╭─ Data records

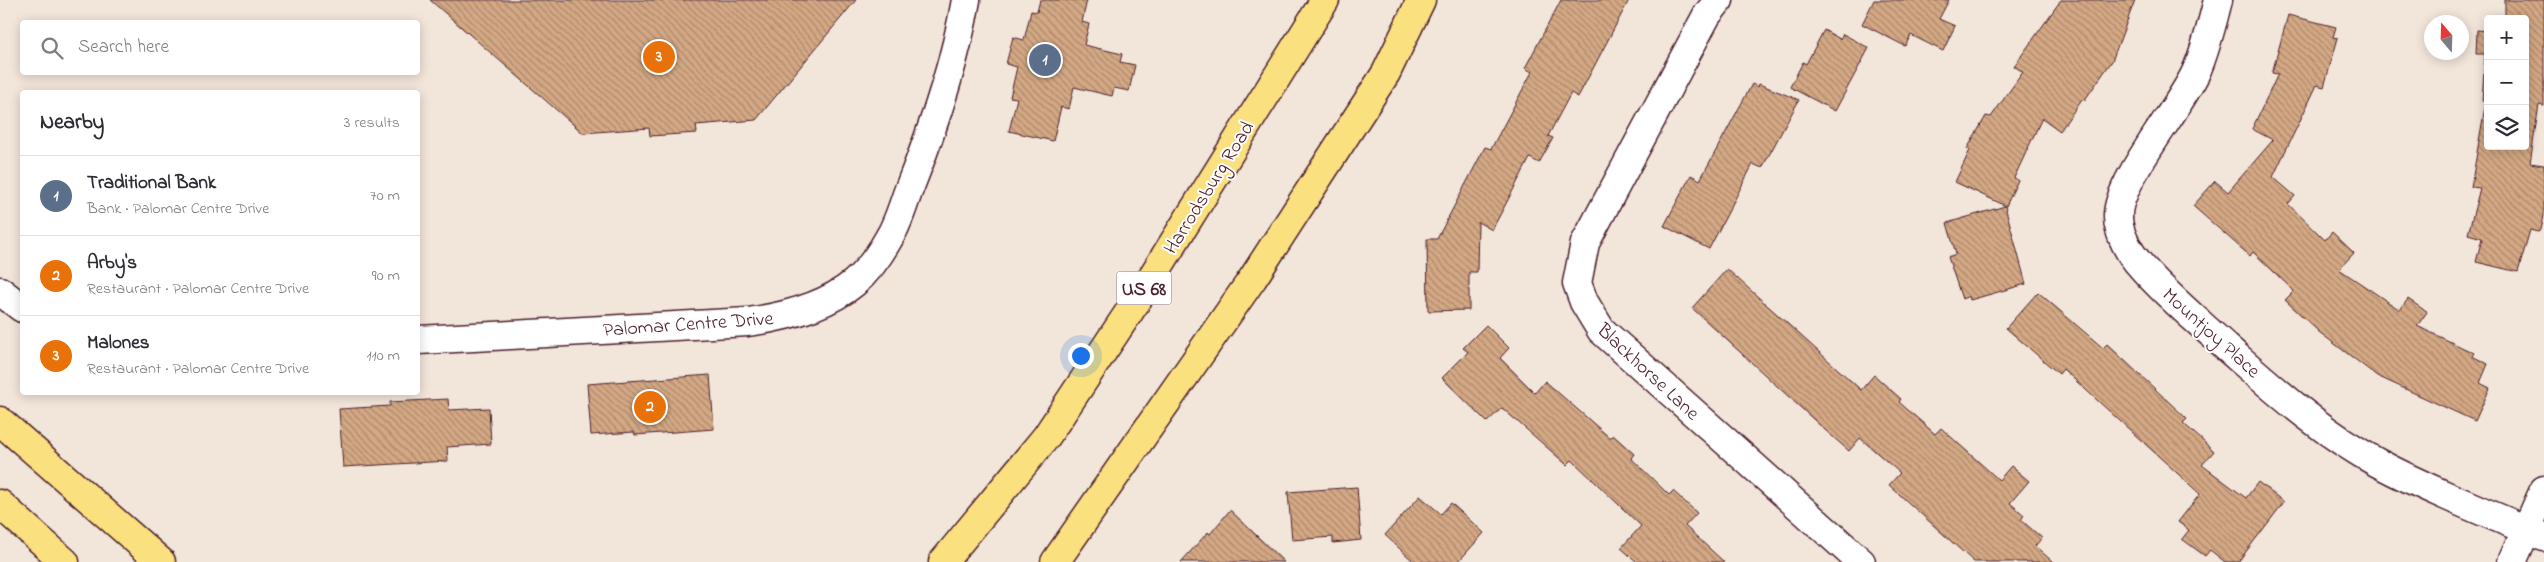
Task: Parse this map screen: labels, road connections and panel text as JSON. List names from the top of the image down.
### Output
{
  "streets": {
    "main road": ["Harrodsburg Road", "US 68"],
    "street": ["Palomar Centre Drive", "Mountjoy Place", "Blackhorse Lane"]
  },
  "north": "top",
  "page": {
    "map_buttons": ["+", "−"],
    "search": "Search here",
    "pins": ["3", "1", "2"],
    "heading": ["Nearby", "3 results"],
    "list": [
      {
        "mark": "1",
        "name": "Traditional Bank",
        "note": "Bank · Palomar Centre Drive",
        "value": "70 m"
      },
      {
        "mark": "2",
        "name": "Arby's",
        "note": "Restaurant · Palomar Centre Drive",
        "value": "90 m"
      },
      {
        "mark": "3",
        "name": "Malones",
        "note": "Restaurant · Palomar Centre Drive",
        "value": "110 m"
      }
    ]
  }
}
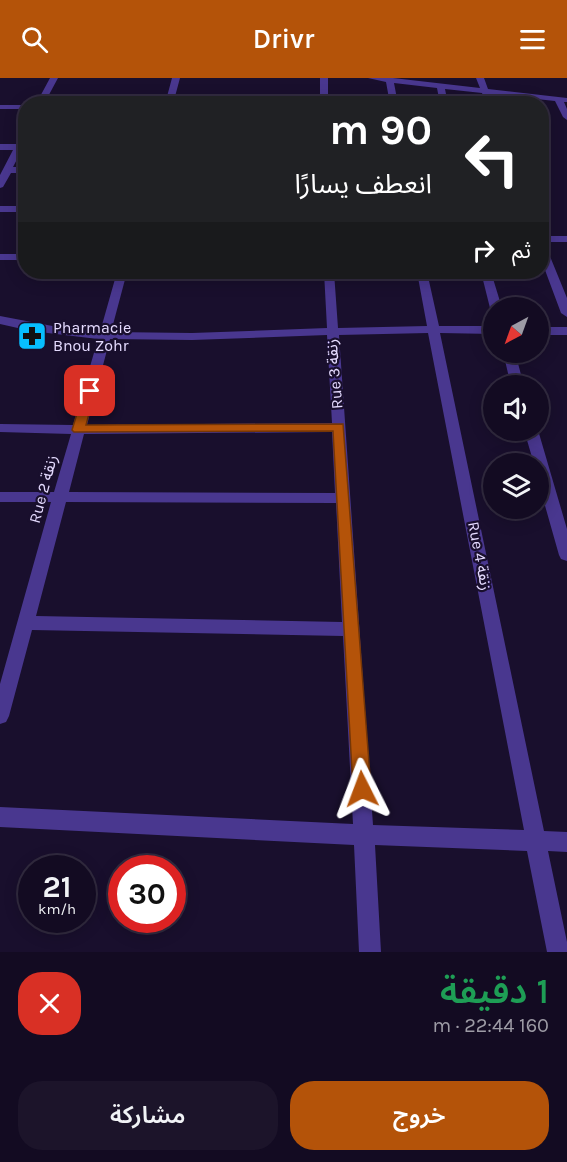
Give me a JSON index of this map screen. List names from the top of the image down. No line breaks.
{"streets":{"street":["Rue 3 زنقة","Rue 2 زنقة","Rue 4 زنقة"]},"places":{"pharmacy":["Pharmacie Bnou Zohr"]},"north":"bottom left","page":{"header":"Drivr","turn":["90 m","انعطف يسارًا"],"then":"ثم","speed":"21 km/h","limit":"30","heading":["1 دقيقة","160 m · 22:44"],"buttons":["خروج","مشاركة"]}}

╰─

* **Task to complete**
Your reply should be nothing but the lines from the one containing "Give me a JSON" through the last line above, copied exactly; please include both ends.

* **Written answer**
Give me a JSON index of this map screen. List names from the top of the image down. No line breaks.
{"streets":{"street":["Rue 3 زنقة","Rue 2 زنقة","Rue 4 زنقة"]},"places":{"pharmacy":["Pharmacie Bnou Zohr"]},"north":"bottom left","page":{"header":"Drivr","turn":["90 m","انعطف يسارًا"],"then":"ثم","speed":"21 km/h","limit":"30","heading":["1 دقيقة","160 m · 22:44"],"buttons":["خروج","مشاركة"]}}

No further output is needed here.